Não é a primeira vez que o FNDE domina o noticiário recente. Um dos marcos da autarquia no governo do presidente Jair Bolsonaro foi a rotatividade no alto escalão. No período de um ano entre 2019 e 2020, o FNDE teve três presidentes, cada qual por poucos meses no cargo, até que assumisse o atual mandatário, Marcelo Lopes da Ponte, que começou logo após a chegada de Milton Ribeiro.
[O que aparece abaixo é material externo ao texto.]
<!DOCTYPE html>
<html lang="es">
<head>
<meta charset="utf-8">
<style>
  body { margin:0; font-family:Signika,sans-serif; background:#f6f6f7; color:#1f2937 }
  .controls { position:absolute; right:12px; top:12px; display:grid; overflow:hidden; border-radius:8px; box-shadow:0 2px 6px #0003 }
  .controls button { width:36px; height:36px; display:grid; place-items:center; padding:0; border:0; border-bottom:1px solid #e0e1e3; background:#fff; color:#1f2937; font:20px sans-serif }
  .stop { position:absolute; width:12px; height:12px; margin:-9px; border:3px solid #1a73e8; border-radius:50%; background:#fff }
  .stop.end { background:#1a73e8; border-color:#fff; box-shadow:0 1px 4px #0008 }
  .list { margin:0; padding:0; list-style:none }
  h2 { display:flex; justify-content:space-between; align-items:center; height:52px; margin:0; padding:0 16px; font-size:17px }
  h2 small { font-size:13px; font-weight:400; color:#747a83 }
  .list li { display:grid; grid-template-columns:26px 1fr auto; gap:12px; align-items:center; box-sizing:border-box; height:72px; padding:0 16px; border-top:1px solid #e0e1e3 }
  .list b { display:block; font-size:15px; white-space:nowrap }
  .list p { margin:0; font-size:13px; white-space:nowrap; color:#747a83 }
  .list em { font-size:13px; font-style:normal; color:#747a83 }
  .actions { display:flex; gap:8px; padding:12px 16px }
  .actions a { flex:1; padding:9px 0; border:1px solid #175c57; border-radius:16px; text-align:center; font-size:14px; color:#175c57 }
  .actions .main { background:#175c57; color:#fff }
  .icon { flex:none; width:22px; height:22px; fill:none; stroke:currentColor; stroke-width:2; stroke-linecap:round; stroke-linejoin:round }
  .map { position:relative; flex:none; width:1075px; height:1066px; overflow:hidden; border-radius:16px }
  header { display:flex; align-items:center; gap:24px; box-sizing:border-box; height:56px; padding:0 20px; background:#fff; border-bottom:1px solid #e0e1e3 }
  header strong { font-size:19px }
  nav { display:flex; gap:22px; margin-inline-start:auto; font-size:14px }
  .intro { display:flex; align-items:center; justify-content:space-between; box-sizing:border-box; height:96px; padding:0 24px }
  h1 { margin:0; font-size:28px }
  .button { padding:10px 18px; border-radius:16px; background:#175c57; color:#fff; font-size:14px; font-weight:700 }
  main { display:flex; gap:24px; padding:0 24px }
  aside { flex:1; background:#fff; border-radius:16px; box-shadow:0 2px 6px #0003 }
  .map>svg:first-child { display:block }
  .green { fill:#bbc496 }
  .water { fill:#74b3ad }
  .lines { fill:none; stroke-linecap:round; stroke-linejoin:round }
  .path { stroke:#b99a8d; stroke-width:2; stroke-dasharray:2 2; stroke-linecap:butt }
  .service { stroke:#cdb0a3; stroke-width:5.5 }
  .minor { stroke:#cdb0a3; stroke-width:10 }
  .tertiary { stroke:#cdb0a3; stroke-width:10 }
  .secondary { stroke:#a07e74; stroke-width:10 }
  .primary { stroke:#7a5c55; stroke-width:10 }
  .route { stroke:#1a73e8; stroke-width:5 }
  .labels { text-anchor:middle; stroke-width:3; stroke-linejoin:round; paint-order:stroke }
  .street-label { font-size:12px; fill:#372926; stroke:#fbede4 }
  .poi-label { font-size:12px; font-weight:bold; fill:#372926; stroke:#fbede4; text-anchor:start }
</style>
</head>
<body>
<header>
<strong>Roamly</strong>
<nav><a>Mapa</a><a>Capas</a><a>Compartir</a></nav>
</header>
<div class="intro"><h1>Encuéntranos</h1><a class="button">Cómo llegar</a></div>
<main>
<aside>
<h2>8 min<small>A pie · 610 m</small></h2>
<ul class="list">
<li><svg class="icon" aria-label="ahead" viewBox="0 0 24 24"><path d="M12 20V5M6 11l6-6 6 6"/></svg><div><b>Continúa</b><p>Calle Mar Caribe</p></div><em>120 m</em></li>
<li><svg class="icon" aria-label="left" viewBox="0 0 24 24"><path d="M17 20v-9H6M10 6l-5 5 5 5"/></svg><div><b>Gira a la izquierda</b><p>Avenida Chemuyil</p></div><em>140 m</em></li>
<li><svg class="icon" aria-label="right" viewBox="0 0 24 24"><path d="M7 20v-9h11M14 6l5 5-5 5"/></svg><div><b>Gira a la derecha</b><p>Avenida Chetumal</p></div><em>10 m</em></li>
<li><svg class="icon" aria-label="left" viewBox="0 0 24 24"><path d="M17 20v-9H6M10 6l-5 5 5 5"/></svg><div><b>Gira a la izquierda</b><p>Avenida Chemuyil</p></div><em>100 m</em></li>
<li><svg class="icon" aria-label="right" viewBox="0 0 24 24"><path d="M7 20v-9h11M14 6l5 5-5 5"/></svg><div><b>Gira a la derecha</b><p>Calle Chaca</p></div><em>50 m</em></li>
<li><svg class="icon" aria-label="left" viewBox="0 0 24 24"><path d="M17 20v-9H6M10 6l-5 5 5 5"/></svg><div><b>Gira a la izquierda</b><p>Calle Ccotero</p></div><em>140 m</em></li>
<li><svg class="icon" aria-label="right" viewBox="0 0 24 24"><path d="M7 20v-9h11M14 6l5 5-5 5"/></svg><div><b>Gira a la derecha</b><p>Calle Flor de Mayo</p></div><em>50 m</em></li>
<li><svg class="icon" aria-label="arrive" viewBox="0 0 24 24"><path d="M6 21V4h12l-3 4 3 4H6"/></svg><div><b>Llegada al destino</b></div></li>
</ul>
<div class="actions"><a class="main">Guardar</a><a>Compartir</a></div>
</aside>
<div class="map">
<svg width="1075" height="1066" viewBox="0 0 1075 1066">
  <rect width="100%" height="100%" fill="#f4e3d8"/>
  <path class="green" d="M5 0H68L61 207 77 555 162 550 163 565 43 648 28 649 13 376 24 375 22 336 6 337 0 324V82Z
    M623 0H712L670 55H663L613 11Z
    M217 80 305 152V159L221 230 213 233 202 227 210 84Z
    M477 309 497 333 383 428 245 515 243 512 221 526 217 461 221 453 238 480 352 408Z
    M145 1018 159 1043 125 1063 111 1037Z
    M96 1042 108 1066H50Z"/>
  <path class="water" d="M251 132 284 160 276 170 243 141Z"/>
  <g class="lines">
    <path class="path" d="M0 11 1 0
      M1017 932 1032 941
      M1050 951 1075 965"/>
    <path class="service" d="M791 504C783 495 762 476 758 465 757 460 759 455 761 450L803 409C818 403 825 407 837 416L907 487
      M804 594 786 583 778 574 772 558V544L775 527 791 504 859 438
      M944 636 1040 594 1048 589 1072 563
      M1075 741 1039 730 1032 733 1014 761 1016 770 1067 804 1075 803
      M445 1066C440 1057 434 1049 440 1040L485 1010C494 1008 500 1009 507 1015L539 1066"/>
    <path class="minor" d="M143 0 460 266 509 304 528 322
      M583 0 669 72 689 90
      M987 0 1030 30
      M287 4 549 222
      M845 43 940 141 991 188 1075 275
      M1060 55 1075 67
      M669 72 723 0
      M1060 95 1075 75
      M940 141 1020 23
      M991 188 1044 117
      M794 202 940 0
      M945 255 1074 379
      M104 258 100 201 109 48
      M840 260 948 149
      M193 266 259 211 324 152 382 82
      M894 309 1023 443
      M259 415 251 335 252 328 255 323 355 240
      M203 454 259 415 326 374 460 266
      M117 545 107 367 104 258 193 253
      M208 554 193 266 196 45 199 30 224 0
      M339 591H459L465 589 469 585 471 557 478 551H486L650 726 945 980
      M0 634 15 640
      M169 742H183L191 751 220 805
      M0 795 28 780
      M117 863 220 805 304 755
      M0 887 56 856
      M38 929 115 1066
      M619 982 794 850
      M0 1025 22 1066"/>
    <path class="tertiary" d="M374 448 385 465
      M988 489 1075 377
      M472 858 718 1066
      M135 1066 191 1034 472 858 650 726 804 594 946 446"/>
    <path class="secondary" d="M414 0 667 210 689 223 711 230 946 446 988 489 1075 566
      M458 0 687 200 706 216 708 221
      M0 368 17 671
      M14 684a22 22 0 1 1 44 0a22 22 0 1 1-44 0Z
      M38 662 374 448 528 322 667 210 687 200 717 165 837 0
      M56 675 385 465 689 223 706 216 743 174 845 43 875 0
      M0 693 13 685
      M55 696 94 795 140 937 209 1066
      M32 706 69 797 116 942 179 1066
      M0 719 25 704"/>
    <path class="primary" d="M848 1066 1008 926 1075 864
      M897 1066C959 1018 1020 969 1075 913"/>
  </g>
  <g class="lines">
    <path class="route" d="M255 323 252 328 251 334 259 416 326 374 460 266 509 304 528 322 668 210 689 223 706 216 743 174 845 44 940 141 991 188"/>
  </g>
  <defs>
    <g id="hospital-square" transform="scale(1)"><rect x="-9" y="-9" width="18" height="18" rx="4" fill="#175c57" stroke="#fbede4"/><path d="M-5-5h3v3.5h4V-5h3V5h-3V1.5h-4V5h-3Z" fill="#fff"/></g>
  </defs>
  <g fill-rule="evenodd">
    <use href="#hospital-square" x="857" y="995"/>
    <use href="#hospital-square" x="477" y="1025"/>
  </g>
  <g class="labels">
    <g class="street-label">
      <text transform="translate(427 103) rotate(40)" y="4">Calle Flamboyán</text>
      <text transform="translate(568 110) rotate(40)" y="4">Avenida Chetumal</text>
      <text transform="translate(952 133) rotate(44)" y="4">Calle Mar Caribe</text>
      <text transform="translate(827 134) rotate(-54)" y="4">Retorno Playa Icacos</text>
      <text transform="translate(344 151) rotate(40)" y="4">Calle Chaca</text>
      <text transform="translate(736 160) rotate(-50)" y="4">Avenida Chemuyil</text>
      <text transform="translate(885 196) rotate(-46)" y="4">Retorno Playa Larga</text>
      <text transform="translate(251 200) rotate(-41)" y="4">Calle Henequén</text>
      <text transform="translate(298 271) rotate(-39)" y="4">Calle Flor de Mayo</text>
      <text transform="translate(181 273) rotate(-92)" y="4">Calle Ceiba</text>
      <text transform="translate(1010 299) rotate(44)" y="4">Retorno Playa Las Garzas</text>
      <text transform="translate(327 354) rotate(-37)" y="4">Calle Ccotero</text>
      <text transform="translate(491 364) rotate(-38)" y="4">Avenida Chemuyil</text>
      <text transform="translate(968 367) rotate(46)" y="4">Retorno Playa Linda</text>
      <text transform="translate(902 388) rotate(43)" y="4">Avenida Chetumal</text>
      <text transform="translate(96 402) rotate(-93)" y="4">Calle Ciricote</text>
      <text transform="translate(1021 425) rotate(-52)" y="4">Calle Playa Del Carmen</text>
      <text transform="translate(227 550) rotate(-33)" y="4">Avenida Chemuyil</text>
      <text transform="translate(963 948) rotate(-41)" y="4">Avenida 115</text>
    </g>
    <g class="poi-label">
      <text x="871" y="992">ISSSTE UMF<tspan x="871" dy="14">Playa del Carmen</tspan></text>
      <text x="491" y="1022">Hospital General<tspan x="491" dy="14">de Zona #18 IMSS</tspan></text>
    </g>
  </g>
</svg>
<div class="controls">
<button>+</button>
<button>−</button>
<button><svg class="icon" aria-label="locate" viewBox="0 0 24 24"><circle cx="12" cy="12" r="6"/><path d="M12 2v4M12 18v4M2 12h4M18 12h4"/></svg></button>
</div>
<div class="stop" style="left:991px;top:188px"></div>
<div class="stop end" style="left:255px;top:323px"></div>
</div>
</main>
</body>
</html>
Nos últimos anos, críticos do governo também questionaram com frequência a nomeação de grupos sem experiência em políticas públicas de educação em postos-chave no FNDE e no MEC, como grupos religiosos e ex-aliados do filósofo Olavo de Carvalho.
A gestão de Milton Ribeiro no MEC
Milton Ribeiro foi o ministro da Educação mais longevo do governo Bolsonaro. Desde que o governo assumiu, em 2019, a pasta teve como ministros Ricardo Vélez Rodríguez, ligado a Olavo de Carvalho e que caiu no mesmo ano; e depois Abraham Weintraub, que anunciou sua saída do Ministério em 2020 em meio a uma investigação da Polícia Federal.
O atual ministro da Educação é Victor Godoy Veiga, que foi secretário executivo da pasta durante a gestão Ribeiro.
Ribeiro terminou deixando o cargo em março diante da pressão após as primeiras informações sobre o escândalo no MEC. Ao falar da saída do ministro, o presidente Bolsonaro afirmou na ocasião que o pastor havia deixado o governo “temporariamente”. Antes da exoneração de Ribeiro, Bolsonaro chegou a dizer que colocava “a cara no fogo” pelo ex-ministro.
A operação desta semana aconteceu sobretudo porque Ribeiro perdeu o foro privilegiado ao deixar o governo. O inquérito havia sido inicialmente aberto pelo procurador-geral da República, Augusto Aras após ordem do Supremo Tribunal Federal (STF), em meio à forte pressão após as primeiras acusações. Mas, depois de Ribeiro sair do governo, a ministra Cármen Lúcia remeteu o caso à primeira instância.
Mesmo antes dos escândalos envolvendo o MEC em sua gestão, Ribeiro vinha sendo amplamente criticado por especialistas, pesquisadores e a comunidade da educação pelo que foi considerado uma má gestão à frente da pasta. Durante a pandemia, o MEC foi questionado por não prover apoio e coordenar políticas para os alunos. Com a anuência de Ribeiro, o governo federal também vetou em 2021 um pacote aprovado no Congresso que ajudaria a oferecer internet aos estudantes mais pobres em escolas públicas.